Entonces surgieron palabras sobre obras de misericordia e hipocresía, gobiernos insensibles y gentes que sufren, derechos humanos y economía sin escrúpulos. Y nos pusimos serios, como si nos hubiesen cambiado el vino de Toro por una sangría aguada por exceso de hielo.
Pensamos en las gentes y tratamos de ponernos en su piel. Supongo que ni siquiera conseguimos aproximarnos a lo que sienten, a lo que lloran, a lo que sufren. Maldijimos el mundo estúpido en el que nos movemos y repudiamos a sus dirigentes, esos que elegimos para que resuelvan los problemas y que siempre fallan, nunca actúan, todo lo demoran.

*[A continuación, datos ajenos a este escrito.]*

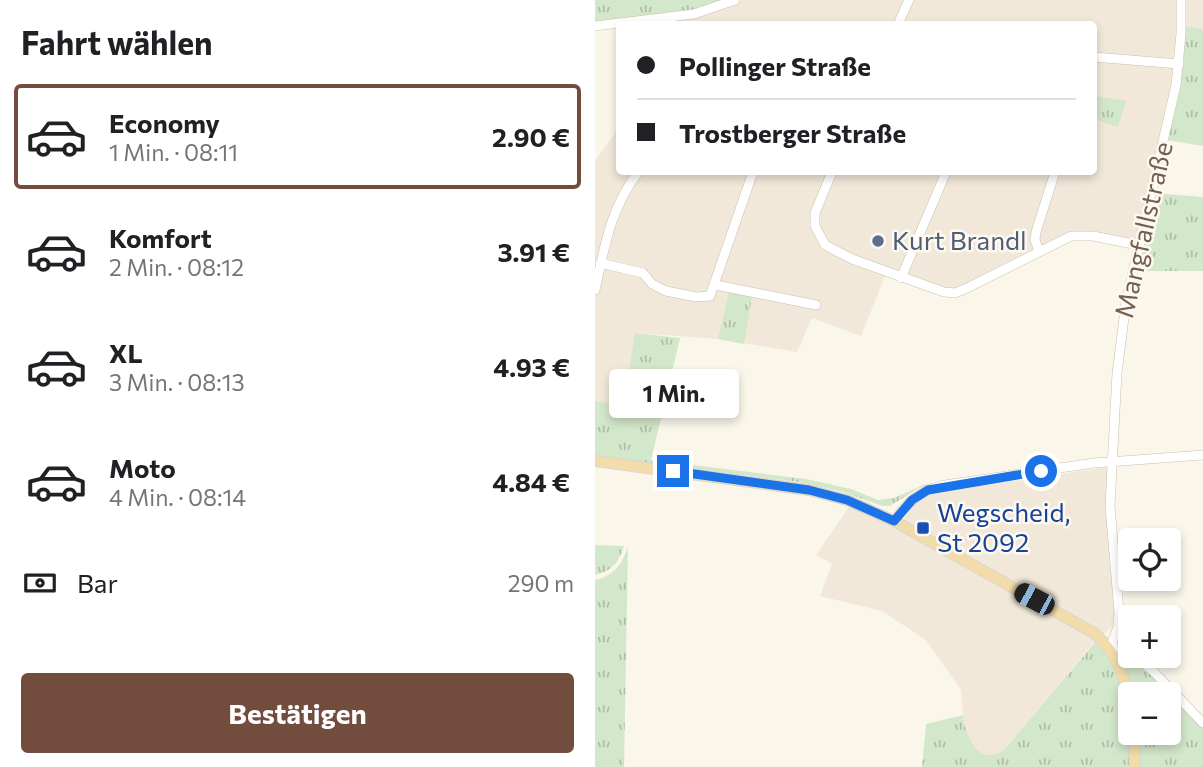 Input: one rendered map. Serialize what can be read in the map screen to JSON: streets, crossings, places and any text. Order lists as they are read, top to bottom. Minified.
{"streets":{"street":["Mangfallstraße"]},"places":{"other":["Kurt Brandl"],"transit":["Wegscheid, St 2092"]},"page":{"heading":"Fahrt wählen","banner":["Pollinger Straße","Trostberger Straße"],"list":[{"name":"Economy","note":"1 Min. · 08:11","value":"2.90 €"},{"name":"Komfort","note":"2 Min. · 08:12","value":"3.91 €"},{"name":"XL","note":"3 Min. · 08:13","value":"4.93 €"},{"name":"Moto","note":"4 Min. · 08:14","value":"4.84 €"}],"bubble":"1 Min.","map_buttons":["+","−"],"pay":["Bar","290 m"],"buttons":"Bestätigen"}}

Nos gustó vivir sin gobierno, nos agradó aproximarnos al concepto real de anarquía, donde la gente, en asambleas, aporta casa, vestido, comida, trabajo? ¡Soluciones!
Despertamos de nuestro sueño sabiendo que en breve habrá elecciones otra vez, pensando que España se comprometerá a acoger a una cantidad ridícula de refugiados y que ni eso cumplirá, como hasta ahora.
Se nos acabó la paz. Se nos borró la sonrisa.